Moon is pre-1.0 and moves fast: only the latest released minor line gets security
fixes. There is no backport/LTS commitment before v1.0 — the roadmap (docs/roadmap/ROADMAP.md)
sets an 18-month LTS + security-backport policy starting at the v1.0.0 GA tag, not before.
If you need a fix on an older line, upgrade to latest or open an issue to discuss.
| Version | Supported |
|---|---|
| 0.6.x | Yes (current) |
| < 0.6 | No |
This table is updated at every minor release; see RELEASES.md for the current tag.
If you discover a security vulnerability in Moon, please report it responsibly:
- Do NOT open a public GitHub issue.
- Email: security@pilotspace.io (or use GitHub Security Advisories)
- Include:
- Description of the vulnerability
- Steps to reproduce
- Impact assessment
- Suggested fix (if any)
- Acknowledgment: within 48 hours
- Triage + severity assessment: within 7 days
- Fix development: within 30 days for Critical/High, 90 days for Medium/Low
- Disclosure: coordinated disclosure after fix is released, with 90-day maximum embargo
In scope:
- Memory safety issues (buffer overflow, use-after-free, data races)
- RESP protocol parsing vulnerabilities (malformed input → crash/hang)
- ACL bypass (unauthorized command execution, key pattern escape)
- Lua sandbox escape (access to filesystem, network, OS functions)
- TLS configuration weaknesses (downgrade attacks, weak ciphers)
- Denial of service via resource exhaustion (unbounded allocation from client input)
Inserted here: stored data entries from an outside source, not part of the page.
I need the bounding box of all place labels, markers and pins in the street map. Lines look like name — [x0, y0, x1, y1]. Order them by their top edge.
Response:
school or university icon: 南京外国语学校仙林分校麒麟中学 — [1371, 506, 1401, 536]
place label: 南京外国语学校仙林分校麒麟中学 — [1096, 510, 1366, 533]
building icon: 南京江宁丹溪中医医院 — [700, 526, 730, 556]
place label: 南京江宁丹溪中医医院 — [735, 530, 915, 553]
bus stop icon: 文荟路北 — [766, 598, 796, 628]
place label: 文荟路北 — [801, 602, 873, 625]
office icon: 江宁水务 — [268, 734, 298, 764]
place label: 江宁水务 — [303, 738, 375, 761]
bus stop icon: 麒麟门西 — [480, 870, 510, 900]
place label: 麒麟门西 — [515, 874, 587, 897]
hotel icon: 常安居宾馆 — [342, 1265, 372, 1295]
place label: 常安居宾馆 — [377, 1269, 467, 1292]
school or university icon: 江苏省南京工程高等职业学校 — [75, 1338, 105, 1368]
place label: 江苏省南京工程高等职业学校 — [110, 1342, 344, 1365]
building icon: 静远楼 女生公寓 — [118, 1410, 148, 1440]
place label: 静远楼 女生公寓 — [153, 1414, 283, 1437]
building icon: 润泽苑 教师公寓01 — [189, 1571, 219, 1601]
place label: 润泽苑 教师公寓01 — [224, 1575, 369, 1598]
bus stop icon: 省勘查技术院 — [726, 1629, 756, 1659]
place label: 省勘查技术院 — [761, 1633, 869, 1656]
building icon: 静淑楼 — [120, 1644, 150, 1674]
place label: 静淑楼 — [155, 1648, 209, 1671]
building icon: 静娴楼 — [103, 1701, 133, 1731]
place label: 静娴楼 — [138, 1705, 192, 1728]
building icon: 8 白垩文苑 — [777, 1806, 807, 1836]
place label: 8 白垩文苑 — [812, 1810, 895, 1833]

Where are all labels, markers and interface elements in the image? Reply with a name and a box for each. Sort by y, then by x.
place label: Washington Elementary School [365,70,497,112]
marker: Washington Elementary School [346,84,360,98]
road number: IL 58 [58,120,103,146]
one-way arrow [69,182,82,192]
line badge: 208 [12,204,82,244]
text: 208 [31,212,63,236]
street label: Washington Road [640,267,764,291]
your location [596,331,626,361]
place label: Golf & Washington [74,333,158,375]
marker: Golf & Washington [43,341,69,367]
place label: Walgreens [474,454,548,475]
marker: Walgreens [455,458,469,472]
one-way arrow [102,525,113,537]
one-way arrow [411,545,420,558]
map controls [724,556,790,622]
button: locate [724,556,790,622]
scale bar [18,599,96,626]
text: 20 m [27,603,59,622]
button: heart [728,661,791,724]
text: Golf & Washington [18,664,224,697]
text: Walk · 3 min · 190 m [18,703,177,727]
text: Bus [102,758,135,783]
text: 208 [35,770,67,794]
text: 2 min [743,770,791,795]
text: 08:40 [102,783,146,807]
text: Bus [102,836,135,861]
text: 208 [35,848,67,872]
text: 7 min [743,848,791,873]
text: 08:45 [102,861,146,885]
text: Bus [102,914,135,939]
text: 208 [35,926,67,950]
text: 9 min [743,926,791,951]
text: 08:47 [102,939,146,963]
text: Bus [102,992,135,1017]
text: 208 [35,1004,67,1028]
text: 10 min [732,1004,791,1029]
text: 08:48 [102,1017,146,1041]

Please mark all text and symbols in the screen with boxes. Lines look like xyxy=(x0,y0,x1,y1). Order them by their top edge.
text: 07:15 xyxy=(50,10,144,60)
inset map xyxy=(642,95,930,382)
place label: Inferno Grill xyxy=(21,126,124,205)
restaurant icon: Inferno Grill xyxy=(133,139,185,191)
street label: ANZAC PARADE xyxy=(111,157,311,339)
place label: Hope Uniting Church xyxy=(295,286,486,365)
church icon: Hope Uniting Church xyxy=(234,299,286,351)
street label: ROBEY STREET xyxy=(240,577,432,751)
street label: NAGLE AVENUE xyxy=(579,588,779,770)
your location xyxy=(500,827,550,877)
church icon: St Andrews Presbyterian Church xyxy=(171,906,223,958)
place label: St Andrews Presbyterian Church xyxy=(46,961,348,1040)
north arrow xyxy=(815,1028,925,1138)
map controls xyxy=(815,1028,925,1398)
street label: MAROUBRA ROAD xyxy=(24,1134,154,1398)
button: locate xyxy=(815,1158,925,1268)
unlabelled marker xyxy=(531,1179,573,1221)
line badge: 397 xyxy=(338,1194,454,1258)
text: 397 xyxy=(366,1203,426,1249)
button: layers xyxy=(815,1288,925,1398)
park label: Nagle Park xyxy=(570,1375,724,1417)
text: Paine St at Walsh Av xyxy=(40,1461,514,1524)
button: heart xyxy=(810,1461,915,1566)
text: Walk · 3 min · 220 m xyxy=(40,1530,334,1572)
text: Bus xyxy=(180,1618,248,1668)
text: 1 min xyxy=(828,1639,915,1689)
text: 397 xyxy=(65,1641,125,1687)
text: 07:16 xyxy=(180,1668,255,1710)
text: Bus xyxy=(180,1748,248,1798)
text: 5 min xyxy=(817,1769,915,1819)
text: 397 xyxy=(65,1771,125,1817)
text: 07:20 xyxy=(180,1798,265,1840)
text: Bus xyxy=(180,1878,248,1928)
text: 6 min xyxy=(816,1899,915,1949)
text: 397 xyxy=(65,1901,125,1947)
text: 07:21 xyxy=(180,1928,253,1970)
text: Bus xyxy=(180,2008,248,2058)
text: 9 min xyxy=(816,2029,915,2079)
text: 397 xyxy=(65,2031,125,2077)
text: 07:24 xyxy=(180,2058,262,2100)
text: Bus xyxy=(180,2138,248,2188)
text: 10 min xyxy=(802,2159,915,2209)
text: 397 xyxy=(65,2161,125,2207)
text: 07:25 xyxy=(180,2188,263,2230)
- Replication protocol vulnerabilities (replica impersonation)
Out of scope:
- Performance issues (unless they constitute a DoS vector)
- Features working as documented
- Social engineering
- Physical security
- Fuzzing: cargo-fuzz targets for RESP parser, WAL decoder, RDB loader, cluster bus, ACL rules (Phase 89)
- Unsafe audit: 156/156 unsafe blocks annotated with SAFETY comments, CI-enforced (Phase 90)
- Supply chain:
cargo audit+cargo denyblocking in CI (Phase 98) - SBOM: CycloneDX generated per release (Phase 98)
- Signed releases: cosign with provenance attestation (Phase 99)
We gratefully acknowledge security researchers who report vulnerabilities responsibly. Contributors will be credited in the release notes and this file (with permission).